** ENTRIES PROVIDED follows **
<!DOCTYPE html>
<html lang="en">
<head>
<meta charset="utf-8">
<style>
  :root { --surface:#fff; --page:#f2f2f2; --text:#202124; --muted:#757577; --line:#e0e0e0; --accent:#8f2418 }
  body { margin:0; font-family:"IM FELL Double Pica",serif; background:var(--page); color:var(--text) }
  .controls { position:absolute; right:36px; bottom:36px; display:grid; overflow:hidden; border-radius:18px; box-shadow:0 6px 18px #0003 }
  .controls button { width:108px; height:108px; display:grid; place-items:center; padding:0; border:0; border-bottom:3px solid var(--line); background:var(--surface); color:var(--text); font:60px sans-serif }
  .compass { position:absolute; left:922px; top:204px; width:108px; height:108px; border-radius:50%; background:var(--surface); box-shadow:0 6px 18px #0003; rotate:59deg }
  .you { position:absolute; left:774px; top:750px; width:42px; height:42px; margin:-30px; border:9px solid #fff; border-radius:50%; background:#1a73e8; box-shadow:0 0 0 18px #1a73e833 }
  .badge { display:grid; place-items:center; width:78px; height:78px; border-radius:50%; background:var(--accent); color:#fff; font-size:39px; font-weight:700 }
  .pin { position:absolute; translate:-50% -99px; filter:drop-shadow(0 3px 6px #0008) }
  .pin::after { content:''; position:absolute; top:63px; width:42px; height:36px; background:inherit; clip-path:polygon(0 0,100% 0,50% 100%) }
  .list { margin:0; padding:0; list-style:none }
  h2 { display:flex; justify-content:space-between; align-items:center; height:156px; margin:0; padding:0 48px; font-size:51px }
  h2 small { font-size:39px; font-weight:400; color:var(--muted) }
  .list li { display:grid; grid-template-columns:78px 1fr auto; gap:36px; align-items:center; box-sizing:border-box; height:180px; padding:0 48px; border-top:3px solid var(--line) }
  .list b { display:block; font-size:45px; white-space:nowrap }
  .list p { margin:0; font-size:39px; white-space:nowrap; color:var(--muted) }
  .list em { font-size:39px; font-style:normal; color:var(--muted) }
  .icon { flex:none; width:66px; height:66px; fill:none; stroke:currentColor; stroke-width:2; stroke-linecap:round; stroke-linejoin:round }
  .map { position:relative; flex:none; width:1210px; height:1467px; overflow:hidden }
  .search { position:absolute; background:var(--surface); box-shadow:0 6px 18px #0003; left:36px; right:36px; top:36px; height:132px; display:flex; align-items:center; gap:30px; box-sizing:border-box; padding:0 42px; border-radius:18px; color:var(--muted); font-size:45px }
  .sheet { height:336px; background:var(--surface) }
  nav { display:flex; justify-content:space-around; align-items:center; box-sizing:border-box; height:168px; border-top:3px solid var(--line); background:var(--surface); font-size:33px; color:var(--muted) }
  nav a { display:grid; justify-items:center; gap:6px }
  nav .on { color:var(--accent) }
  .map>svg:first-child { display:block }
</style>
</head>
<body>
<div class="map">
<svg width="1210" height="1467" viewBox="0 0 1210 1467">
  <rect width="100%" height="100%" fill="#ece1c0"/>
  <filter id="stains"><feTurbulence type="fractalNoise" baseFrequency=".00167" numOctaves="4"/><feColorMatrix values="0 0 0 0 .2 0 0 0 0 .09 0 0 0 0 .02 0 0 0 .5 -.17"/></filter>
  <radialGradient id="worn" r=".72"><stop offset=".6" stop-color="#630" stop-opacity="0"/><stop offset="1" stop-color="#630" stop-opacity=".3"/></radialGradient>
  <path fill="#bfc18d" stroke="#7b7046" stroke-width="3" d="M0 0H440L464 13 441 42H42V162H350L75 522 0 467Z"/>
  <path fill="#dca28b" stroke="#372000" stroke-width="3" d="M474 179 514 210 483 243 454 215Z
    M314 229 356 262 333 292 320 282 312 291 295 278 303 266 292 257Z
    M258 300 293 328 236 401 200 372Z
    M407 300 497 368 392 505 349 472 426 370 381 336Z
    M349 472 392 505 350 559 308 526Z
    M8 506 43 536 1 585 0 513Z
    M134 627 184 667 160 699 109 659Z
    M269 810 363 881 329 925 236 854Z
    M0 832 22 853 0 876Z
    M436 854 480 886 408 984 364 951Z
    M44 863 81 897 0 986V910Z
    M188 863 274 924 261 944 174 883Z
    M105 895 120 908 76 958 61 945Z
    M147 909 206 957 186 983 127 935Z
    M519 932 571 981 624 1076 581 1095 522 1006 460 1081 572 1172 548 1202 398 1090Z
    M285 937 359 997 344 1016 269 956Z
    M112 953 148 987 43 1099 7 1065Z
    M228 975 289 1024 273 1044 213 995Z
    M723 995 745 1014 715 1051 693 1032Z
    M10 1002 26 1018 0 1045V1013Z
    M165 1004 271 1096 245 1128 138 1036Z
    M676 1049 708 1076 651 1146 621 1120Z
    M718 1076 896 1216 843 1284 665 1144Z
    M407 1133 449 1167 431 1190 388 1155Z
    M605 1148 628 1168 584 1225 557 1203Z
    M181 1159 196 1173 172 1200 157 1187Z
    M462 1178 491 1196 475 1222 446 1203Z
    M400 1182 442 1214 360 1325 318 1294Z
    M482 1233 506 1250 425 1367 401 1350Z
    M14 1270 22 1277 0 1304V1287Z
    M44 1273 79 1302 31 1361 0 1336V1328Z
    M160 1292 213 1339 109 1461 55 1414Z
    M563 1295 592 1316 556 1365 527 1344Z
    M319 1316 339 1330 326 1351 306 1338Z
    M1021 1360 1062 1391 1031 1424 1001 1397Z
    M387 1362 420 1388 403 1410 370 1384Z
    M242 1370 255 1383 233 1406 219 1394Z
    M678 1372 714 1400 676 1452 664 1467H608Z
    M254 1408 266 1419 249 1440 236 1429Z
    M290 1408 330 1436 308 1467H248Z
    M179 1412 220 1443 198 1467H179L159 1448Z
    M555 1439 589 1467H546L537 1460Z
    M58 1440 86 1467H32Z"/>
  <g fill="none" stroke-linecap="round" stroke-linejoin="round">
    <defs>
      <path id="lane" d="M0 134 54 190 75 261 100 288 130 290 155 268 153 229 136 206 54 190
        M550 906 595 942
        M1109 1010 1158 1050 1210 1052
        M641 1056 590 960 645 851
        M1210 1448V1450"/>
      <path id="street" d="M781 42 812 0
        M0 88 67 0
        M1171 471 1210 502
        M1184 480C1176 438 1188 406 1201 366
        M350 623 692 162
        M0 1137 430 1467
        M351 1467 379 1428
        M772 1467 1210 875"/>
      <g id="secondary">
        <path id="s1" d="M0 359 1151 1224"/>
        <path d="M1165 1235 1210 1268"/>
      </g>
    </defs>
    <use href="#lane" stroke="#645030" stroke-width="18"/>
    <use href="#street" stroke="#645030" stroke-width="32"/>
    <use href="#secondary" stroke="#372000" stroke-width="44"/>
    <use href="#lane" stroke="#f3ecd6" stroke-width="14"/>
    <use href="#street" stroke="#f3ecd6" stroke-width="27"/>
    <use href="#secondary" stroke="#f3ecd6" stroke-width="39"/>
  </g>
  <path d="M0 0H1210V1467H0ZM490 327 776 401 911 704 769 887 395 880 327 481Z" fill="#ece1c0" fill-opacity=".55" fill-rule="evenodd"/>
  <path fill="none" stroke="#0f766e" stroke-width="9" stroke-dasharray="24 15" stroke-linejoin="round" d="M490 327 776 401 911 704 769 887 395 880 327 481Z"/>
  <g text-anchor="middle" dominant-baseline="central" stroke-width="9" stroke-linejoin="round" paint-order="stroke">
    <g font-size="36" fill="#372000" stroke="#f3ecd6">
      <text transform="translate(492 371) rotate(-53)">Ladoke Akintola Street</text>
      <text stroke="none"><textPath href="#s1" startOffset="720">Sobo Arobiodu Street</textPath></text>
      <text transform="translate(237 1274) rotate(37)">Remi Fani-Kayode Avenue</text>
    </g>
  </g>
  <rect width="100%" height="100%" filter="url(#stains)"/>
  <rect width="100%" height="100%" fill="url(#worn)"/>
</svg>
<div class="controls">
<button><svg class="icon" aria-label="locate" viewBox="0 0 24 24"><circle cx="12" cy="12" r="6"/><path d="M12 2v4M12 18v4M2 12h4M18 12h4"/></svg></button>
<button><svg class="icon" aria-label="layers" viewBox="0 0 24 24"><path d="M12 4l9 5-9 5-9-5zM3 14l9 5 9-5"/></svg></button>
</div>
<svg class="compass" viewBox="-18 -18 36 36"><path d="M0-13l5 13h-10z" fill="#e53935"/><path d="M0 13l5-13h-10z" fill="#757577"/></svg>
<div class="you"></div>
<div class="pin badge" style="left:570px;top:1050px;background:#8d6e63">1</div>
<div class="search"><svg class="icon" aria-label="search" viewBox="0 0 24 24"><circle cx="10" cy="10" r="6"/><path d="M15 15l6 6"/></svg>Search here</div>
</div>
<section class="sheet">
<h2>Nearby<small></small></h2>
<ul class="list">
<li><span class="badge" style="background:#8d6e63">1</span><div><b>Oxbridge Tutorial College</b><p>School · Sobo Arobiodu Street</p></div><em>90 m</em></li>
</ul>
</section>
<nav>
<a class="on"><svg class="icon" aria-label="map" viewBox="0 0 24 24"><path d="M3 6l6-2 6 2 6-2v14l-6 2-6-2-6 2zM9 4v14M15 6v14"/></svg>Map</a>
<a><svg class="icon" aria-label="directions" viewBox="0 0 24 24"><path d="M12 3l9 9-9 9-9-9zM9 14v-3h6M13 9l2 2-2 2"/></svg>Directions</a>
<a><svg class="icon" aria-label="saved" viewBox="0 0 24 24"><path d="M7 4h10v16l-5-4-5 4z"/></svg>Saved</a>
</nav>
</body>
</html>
** End of ENTRIES PROVIDED **
*ACTIVITY*: Restate, word for word and with nothing added, the lines from the first line of the listing through the one where "position:absolute; left:922px; top:204px;" stands.

*EXERCISE SOLUTION*:
<!DOCTYPE html>
<html lang="en">
<head>
<meta charset="utf-8">
<style>
  :root { --surface:#fff; --page:#f2f2f2; --text:#202124; --muted:#757577; --line:#e0e0e0; --accent:#8f2418 }
  body { margin:0; font-family:"IM FELL Double Pica",serif; background:var(--page); color:var(--text) }
  .controls { position:absolute; right:36px; bottom:36px; display:grid; overflow:hidden; border-radius:18px; box-shadow:0 6px 18px #0003 }
  .controls button { width:108px; height:108px; display:grid; place-items:center; padding:0; border:0; border-bottom:3px solid var(--line); background:var(--surface); color:var(--text); font:60px sans-serif }
  .compass { position:absolute; left:922px; top:204px; width:108px; height:108px; border-radius:50%; background:var(--surface); box-shadow:0 6px 18px #0003; rotate:59deg }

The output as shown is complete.